** Data excerpts follows **
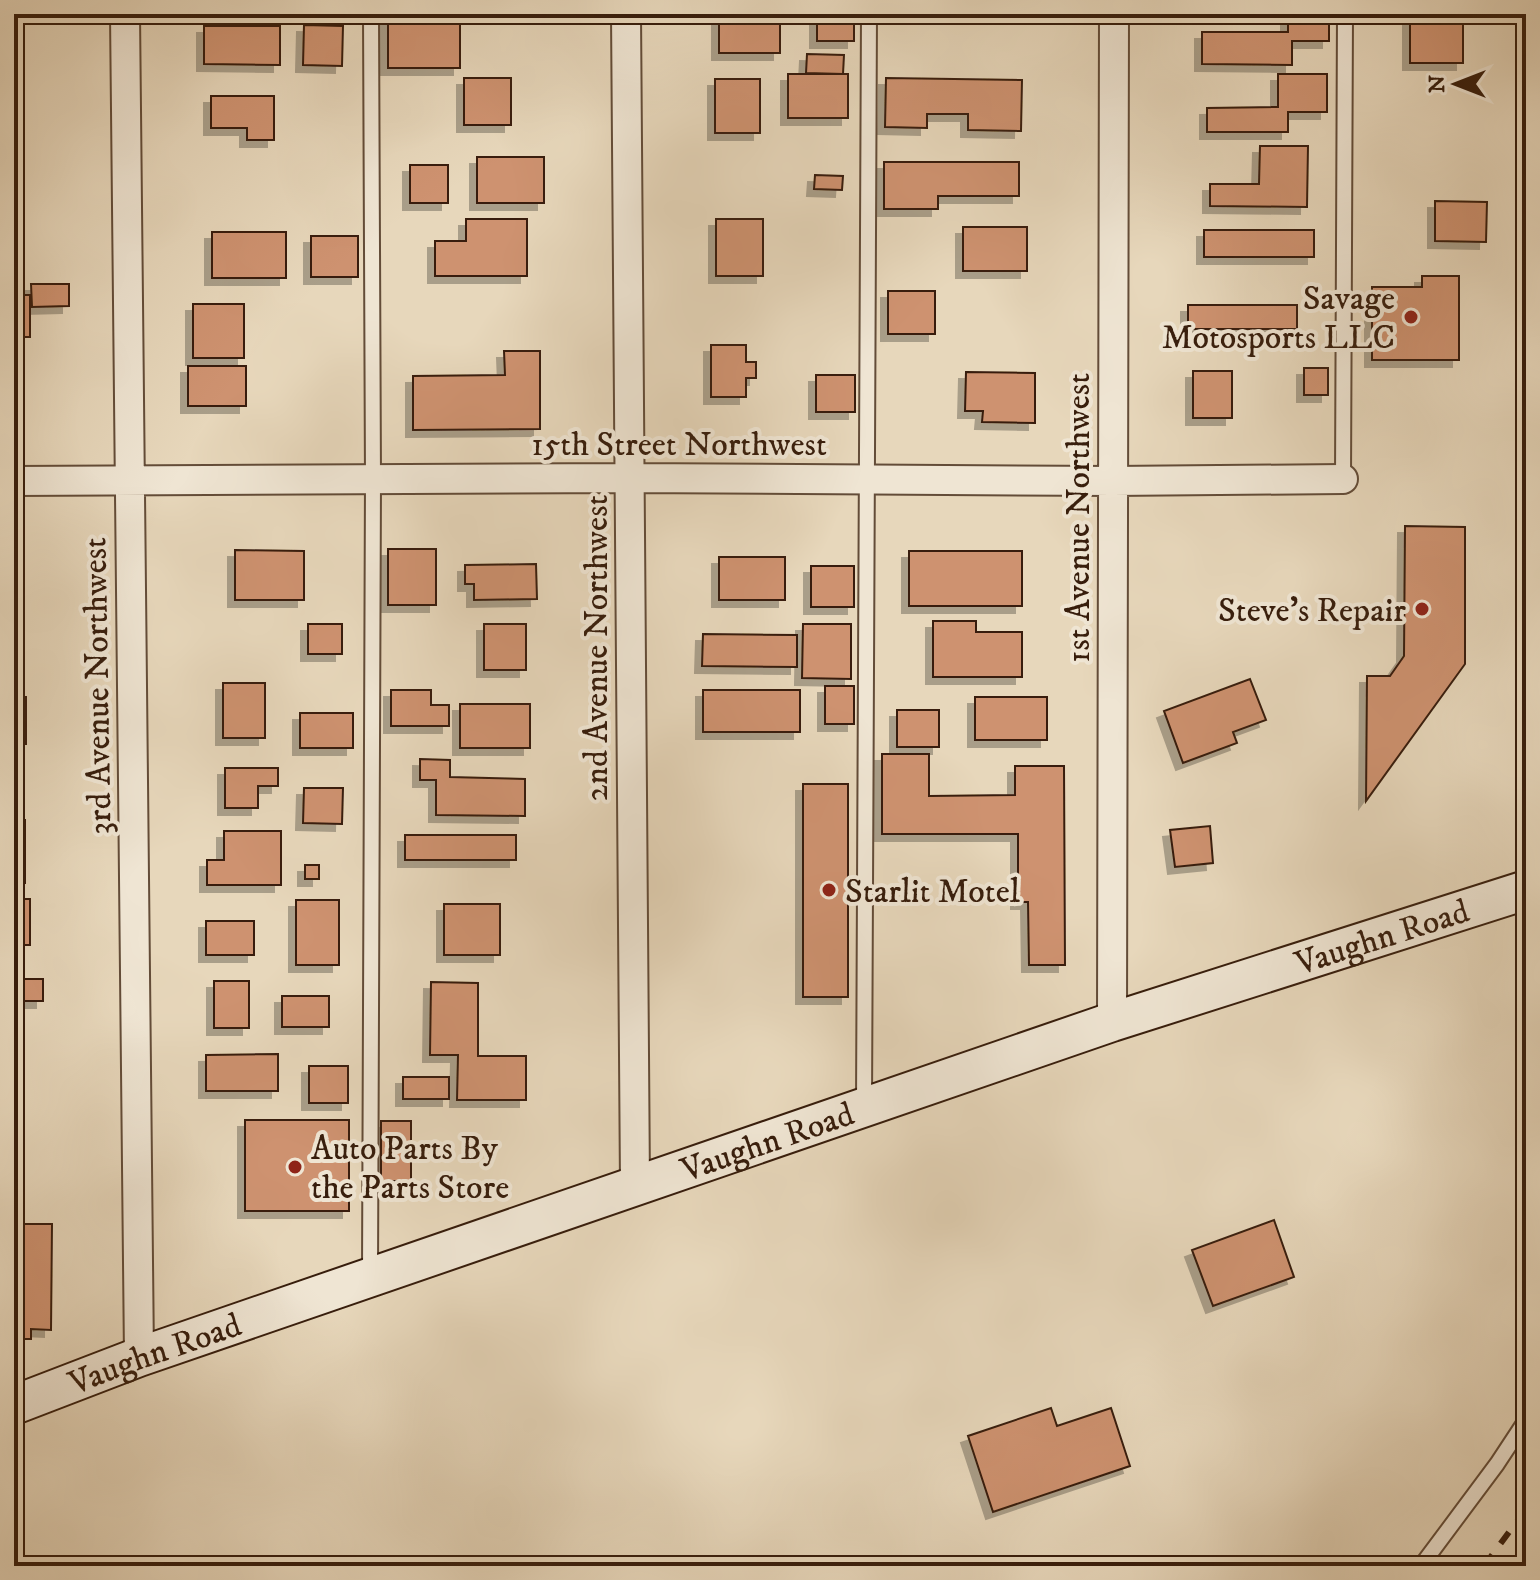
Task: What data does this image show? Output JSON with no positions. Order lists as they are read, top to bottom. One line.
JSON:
{"streets":{"main road":["Vaughn Road"],"street":["15th Street Northwest","1st Avenue Northwest","2nd Avenue Northwest","3rd Avenue Northwest"]},"crossings":[["15th Street Northwest","1st Avenue Northwest"],["15th Street Northwest","2nd Avenue Northwest"],["15th Street Northwest","3rd Avenue Northwest"],["1st Avenue Northwest","Vaughn Road"],["2nd Avenue Northwest","Vaughn Road"],["3rd Avenue Northwest","Vaughn Road"]],"places":["Savage Motosports LLC","Steve's Repair","Starlit Motel","Auto Parts By the Parts Store"],"north":"left"}
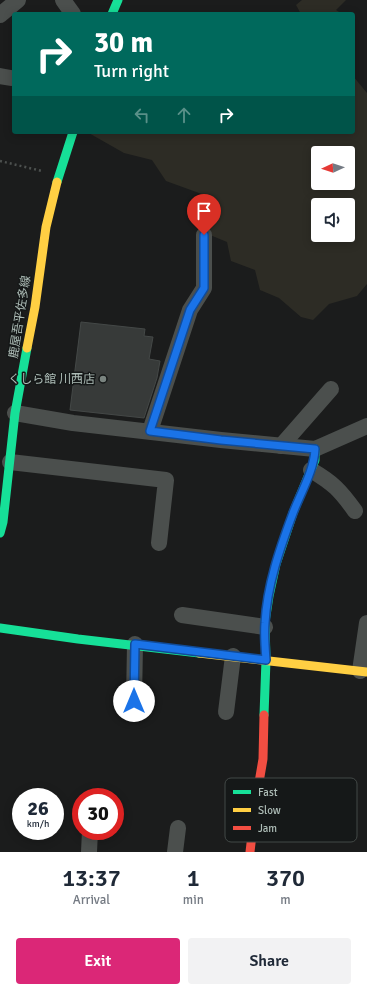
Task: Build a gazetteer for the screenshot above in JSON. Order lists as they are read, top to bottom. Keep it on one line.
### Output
** End of Data excerpts **
*Exercise prompt*
The result should be the listing above, restated exactly, with no pictures in it.

*Answer to the exercise*
Task: What data does this image show? Output JSON with no positions. Order lists as they are read, top to bottom. One line.
JSON:
{"streets":{"main road":["Vaughn Road"],"street":["15th Street Northwest","1st Avenue Northwest","2nd Avenue Northwest","3rd Avenue Northwest"]},"crossings":[["15th Street Northwest","1st Avenue Northwest"],["15th Street Northwest","2nd Avenue Northwest"],["15th Street Northwest","3rd Avenue Northwest"],["1st Avenue Northwest","Vaughn Road"],["2nd Avenue Northwest","Vaughn Road"],["3rd Avenue Northwest","Vaughn Road"]],"places":["Savage Motosports LLC","Steve's Repair","Starlit Motel","Auto Parts By the Parts Store"],"north":"left"}
Task: Build a gazetteer for the screenshot above in JSON. Order lists as they are read, top to bottom. Keep it on one line.
### Output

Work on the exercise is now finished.